Hacia finales del estío se precipitaron los acontecimientos en la plaza. Doña Victoria, la marquesa, había tomado lo de Tati y Cristo-Teodorito como causa propia. Entonces pude yo comprender hasta qué punto eran implacables los poderes del barrio y hasta qué punto la circunferencia hermosa y espaciosa de aquella plaza era un orbe cerrado y riguroso. El veterinario, hombre más bajo que alto, cuadrado de figura, sin ser gordo, cogía todos los domingos a la familia, desde hacía muchos años, la metía en el citroén y se iban a los pueblos donde él tenía amigos y clientes, a comer cordero. En una palabra, que no iban nunca a misa. Así habían crecido las hijas de libres y locas, se decía en el barrio. De modo que las fuerzas sagradas del lugar, encabezadas por doña Victoria, la marquesa, habían encontrado la ocasión de ejercer su santa ira y su santa justicia sobre aquella familia y, de paso, daban una prueba más de su dominio y su autoridad sutil y evidente sobre todos nosotros. Tati y Cristo-Teodorito no eran Montescos y Capulettos. Eran dos adolescentes de la misma edad (quizá ella un poco mayor) y de la misma clase social. ¿Qué se interponía entre ellos? Habían hecho promesa reiterada de matrimonio. ¿Qué se interpone entre Calixto y Melibea en La Celestina? Darío me había dicho que Calixto era judío, pero esto no se explica en la obra. Un fondo sacramental, levítico y justiciero del país se levanta de tiempo en tiempo contra el amor, que siempre es un escándalo para todos, como la única réplica de las mismas dimensiones que el cielo. Las madres que deseaban a Cristo-Teodorito para sus hijas, las que veían a sus hijos perdidos en el amor de otra Tati, o de la misma, querían exterminar a la pecadora, lapidarla. Al viejo veterinario no se le perdonaba su indiferencia aldeana por la armonía de las esferas que giraban en la plaza, su alegre irse de francachela a los pueblos, con toda la familia, los domingos por la mañana, en un citroën que también se le envidiaba, aunque formase parte de su trabajo, en lugar de llevar a las hijas a la misa de doce para rendir culto a la palabra alta de don Agustín y a la presencia ilustre de los grandes vecinos. El veterinario había vivido más pendiente de salvarle a una familia la vaca que era toda su fortuna, que de quitarse el sombrero al pasar por delante de la casa-palacio de doña Victoria, la marquesa, si ésta se encontraba en el mirador, o asomada a la calle.

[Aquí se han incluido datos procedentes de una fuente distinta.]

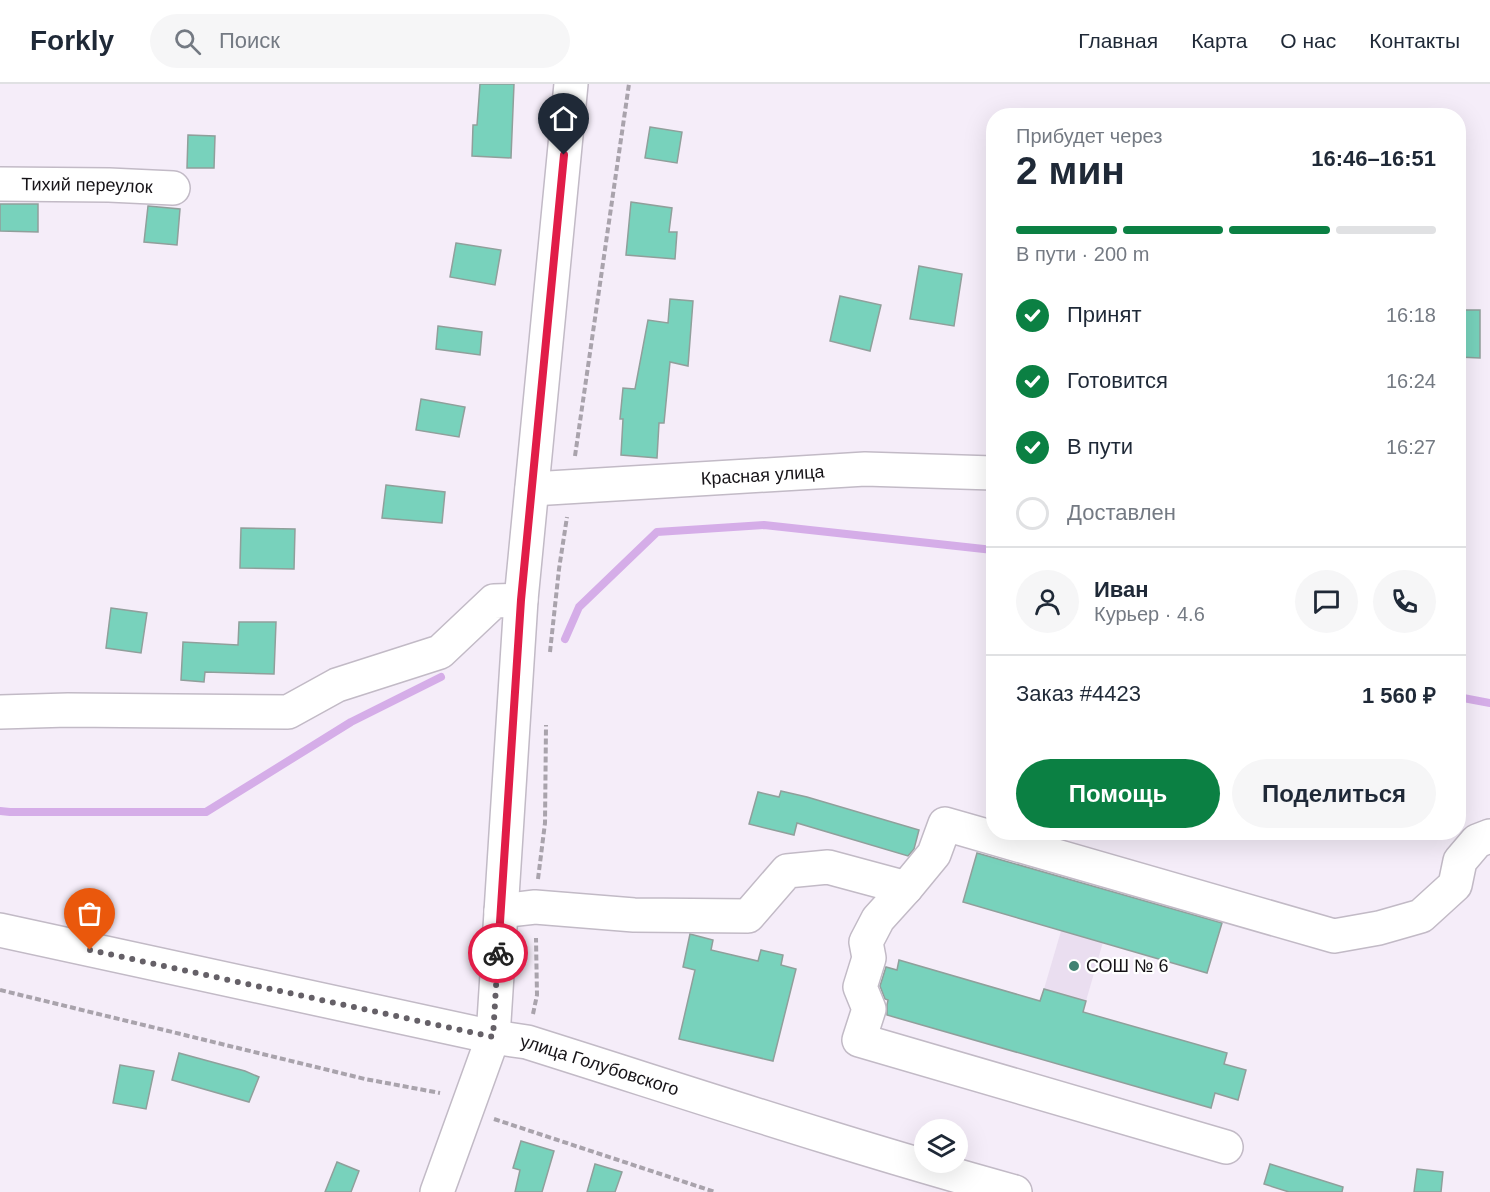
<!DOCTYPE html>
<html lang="ru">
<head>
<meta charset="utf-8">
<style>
	body { margin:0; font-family:Helvetica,sans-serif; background:#f6f6f7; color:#1f2937; height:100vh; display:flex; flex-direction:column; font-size:22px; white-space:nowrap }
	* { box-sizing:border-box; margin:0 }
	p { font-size:20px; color:#747a83 }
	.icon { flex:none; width:33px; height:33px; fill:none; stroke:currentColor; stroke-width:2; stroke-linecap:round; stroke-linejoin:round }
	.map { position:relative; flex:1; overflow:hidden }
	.details { position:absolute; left:986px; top:24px; width:480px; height:732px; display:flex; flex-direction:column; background:#fff; border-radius:24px; box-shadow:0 6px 24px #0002 }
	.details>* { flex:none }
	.controls { position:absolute; left:914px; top:1035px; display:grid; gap:12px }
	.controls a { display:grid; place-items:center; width:54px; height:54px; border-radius:50%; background:#fff; box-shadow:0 6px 24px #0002; font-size:30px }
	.pin { position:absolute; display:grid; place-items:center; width:51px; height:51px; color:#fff; margin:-62px -26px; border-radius:50% 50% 50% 0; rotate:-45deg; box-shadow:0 0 6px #0007 }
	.pin .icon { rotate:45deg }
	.courier { position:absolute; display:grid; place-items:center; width:60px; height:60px; margin:-30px; border:4px solid #e11d48; border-radius:50%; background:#fff; color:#222; box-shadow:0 2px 8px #0007 }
	.headline em { font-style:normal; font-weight:600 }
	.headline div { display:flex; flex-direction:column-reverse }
	.headline { display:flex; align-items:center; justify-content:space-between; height:102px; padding:0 30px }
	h1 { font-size:39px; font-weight:600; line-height:45px }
	.bar { display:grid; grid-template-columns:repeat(4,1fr); gap:9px 6px; align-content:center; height:72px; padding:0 30px }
	.bar i { height:8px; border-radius:4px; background:#e0e1e3 }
	.bar .active { background:#0b8043 }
	.bar p { grid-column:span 4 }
	.line { display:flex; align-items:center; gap:15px; padding:0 30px; border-top:2px solid #e0e1e3 }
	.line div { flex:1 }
	.round { display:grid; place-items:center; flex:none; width:63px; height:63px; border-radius:32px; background:#f6f6f7 }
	ol { padding:0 30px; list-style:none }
	li { display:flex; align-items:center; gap:18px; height:66px }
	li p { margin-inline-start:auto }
	li .icon { padding:6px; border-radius:50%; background:#0b8043; color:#fff; stroke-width:4 }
	li:last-child { color:#747a83 }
	li i { width:33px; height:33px; border:3px solid #e0e1e3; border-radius:50% }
	.button { display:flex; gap:12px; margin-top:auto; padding:12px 30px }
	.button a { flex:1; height:69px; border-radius:36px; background:#0b8043; color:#fff; font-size:24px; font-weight:600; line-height:69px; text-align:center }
	.button a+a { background:#f6f6f7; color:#1f2937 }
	header { display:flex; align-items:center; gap:36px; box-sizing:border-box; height:84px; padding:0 30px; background:#fff; border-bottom:2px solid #e0e1e3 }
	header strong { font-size:28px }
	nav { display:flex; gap:33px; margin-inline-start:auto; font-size:21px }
	.search { width:420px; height:54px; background:#f6f6f7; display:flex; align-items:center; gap:15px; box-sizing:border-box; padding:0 21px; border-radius:33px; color:#747a83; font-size:22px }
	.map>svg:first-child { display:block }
	.built { fill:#eadef0 }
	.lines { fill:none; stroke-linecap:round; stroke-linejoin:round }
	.stream { stroke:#d5ade8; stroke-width:8 }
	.building { fill:#78d2bc; stroke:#909f9b; stroke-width:1.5 }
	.minor-casing { stroke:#c2bac6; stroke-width:36 }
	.path { stroke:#a9a3ac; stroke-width:4; stroke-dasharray:6 3; stroke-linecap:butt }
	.minor { stroke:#fff; stroke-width:33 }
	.done { stroke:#656067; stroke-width:6; stroke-dasharray:0 10.8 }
	.route { stroke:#e11d48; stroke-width:8 }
	.poi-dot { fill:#408272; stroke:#fff; stroke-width:2 }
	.labels { text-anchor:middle; stroke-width:4.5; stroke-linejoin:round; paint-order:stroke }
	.street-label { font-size:18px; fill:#171418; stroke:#fff }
	.poi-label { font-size:18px; fill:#171418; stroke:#fff; text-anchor:start }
</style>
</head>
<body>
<header>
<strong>Forkly</strong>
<div class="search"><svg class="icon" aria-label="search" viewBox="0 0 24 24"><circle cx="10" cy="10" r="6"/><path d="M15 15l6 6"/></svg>Поиск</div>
<nav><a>Главная</a><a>Карта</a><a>О нас</a><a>Контакты</a></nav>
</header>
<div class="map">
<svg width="1490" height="1108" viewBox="0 0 1490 1108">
	<rect width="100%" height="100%" fill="#f5edf9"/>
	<polygon class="built" points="1061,847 1103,858 1086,917 1044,905"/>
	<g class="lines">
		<g class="stream">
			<polyline points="565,555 579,523 657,448 764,441 993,466"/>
			<polyline points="1458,613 1490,619"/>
			<polyline points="0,727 10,728 206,728 351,638 441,593"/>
		</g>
	</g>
	<g class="building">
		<polygon points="480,0 514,0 511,74 472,72 473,41 477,41"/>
		<polygon points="650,43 682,48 677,79 645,74"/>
		<polygon points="188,51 215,52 214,84 187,84"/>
		<polygon points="631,118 672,124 669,148 677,148 675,175 626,171"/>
		<polygon points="0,120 38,120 38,148 0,147"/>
		<polygon points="148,122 180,125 177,161 144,158"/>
		<polygon points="456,159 501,166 495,201 450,193"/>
		<polygon points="919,182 962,190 954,242 910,235"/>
		<polygon points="840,212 881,221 870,267 830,257"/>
		<polygon points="670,215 693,217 688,282 670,278 664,339 659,339 657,374 621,371 623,335 620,335 623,304 635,305 648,236 668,239"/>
		<polygon points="1458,226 1480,226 1480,274 1458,273"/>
		<polygon points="438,242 482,248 480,271 436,265"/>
		<polygon points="421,315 465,323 459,353 416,346"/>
		<polygon points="386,401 445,408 442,439 382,434"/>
		<polygon points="241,444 295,445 294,485 240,484"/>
		<polygon points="111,524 147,529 141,569 106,564"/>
		<polygon points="239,538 276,538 274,590 205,588 204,598 181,596 183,558 238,561"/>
		<polygon points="781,707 807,713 919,746 914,765 908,772 797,739 794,751 749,740 758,708 779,713"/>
		<polygon points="977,769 1222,839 1207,889 963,818"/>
		<polygon points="690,850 713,856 711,866 758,877 761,866 783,871 781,881 796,885 773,977 679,955 695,886 683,883"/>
		<polygon points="899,876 1040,917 1044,905 1086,917 1083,928 1227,969 1224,980 1246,986 1238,1016 1215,1009 1211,1024 887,931 887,921 888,916 885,915 880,902 886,883 897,886"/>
		<polygon points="179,969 245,987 259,993 249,1018 172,996"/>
		<polygon points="120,981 154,987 146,1025 113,1019"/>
		<polygon points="521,1057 554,1067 542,1108 515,1108 520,1086 513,1084"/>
		<polygon points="337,1078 359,1087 351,1108 325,1108"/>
		<polygon points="595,1080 622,1088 615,1108 587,1108"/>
		<polygon points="1270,1080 1343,1103 1342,1108 1289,1108 1264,1100"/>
		<polygon points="1417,1085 1443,1088 1441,1108 1414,1108"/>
	</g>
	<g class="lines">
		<defs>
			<g id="minor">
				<path id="s1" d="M0,100l109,1 64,3"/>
				<path id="s2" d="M532,405l333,-20 128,4"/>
				<polyline points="0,628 68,626 288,628 337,601 440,568 494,517 521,516"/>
				<polyline points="501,827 535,823 634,831 748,832 787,787 828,783 906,804"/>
				<path id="s3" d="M0,846l493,107 34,5c162,51 324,105 488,150"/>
				<polyline points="1226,1063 859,956 869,925 860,903 869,874 866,858 878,835 906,804 934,770 945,740 1334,852 1379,844 1421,832 1455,801 1460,777 1477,757 1490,752"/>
				<polyline points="437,1108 493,953 521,516 571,0"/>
			</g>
		</defs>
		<use href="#minor" class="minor-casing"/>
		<g class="path">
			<polyline points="575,372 629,0"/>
			<polyline points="550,568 559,485 567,433"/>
			<polyline points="538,795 545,739 546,641"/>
			<polyline points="0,906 365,995 440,1009"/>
			<polyline points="533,930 537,911 536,854"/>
			<polyline points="494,1035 715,1108"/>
		</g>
		<use href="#minor" class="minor"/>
	</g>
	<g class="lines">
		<polyline class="done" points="90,866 493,953 498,869"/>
		<polyline class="route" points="498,869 521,516 564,71"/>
	</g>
	<circle class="poi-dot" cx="1074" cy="882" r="6"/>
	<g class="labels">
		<g class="street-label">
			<text dy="6" stroke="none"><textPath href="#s1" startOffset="87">Тихий переулок</textPath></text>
			<text dy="6" stroke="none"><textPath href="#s2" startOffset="231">Красная улица</textPath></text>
			<text dy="6" stroke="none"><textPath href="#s3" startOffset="615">улица Голубовского</textPath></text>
		</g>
		<g class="poi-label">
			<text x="1086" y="888">СОШ № 6</text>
		</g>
	</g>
</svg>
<div class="controls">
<a><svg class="icon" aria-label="layers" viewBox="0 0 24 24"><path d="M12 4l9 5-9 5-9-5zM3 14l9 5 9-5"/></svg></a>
</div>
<div class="pin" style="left:90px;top:866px;background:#ea580c"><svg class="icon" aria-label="bag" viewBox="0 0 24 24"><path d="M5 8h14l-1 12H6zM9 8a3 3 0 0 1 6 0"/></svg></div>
<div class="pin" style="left:564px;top:71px;background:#1f2937"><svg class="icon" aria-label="home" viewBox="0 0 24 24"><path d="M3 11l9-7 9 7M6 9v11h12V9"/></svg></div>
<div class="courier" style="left:498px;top:869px"><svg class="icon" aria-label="bike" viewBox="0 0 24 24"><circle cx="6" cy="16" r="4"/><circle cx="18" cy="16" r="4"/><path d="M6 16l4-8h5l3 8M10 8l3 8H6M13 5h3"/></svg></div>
<section class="details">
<div class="headline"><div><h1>2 мин</h1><p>Прибудет через</p></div><em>16:46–16:51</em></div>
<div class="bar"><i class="active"></i><i class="active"></i><i class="active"></i><i></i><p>В пути · 200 m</p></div>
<ol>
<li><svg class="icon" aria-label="check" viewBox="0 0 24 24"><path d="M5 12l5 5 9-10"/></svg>Принят<p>16:18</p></li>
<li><svg class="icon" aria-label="check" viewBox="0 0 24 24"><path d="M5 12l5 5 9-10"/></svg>Готовится<p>16:24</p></li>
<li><svg class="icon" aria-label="check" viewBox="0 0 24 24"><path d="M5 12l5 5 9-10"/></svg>В пути<p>16:27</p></li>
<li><i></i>Доставлен</li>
</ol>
<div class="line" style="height:108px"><a class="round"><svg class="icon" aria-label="person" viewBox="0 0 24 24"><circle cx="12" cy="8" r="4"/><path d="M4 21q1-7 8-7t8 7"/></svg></a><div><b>Иван</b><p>Курьер · 4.6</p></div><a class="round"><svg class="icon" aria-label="chat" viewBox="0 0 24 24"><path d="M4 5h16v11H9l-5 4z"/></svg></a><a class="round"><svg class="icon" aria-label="phone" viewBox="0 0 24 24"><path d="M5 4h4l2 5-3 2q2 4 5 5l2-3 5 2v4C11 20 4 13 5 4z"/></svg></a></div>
<div class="line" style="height:78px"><div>Заказ #4423</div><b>1 560 ₽</b></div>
<div class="button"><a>Помощь</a><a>Поделиться</a></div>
</section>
</div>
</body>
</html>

Y aquellas hijas, sobre todo Tati, rompían el ritmo previsto en la rotación de las bodas, los nacimientos, las muertes y las fiestas, así que doña Victoria llamó a su casa-palacio a la madre de Cristo-Teodorito. Doña Victoria tenía un perfil de ave heráldica, se veía que había sido una belleza fría y decorativa, de perfil aquilino, de nariz curvada no sin nobleza, pupila clara, redonda y remota, labios finos y barbilla breve. Doña Victoria vestía siempre o casi siempre luto (desde mucho antes de que se le muriese el marido, el viejo amante de la doña Nati), pero no era posible confundir su luto suntuoso y de buena caída con los lutos arrebujados de las otras mujeres del barrio. Otro día, doña Victoria, la marquesa, llamó a la madre de Tati (con las mujeres me entiendo mejor, decía, los hombres son obtusos y sin sentimientos) e incluso más adelante reunió a ambas madres en su casa, ante sí, con un cierto sentido salomónico de la justicia. Doña Victoria, la marquesa, por aquella época, hizo visitas, recibió visitas, escribió cartas todavía con su letra picuda de lejana colegiala de las jesuitinas, agitó campanillas de plata, habló con don Martín, con don Agustín, con canónigos, beneficiados, arzobispos, obispos, priores y superioras de órdenes religiosas, tomó azucarillos frágiles y níveos —levísimas rocas de azúcar, estalactitas y estalagmitas de dulzor— disueltos en vasos de agua con filo de plata, y he aquí que Tati, la hija del veterinario, iba a entrar en religión.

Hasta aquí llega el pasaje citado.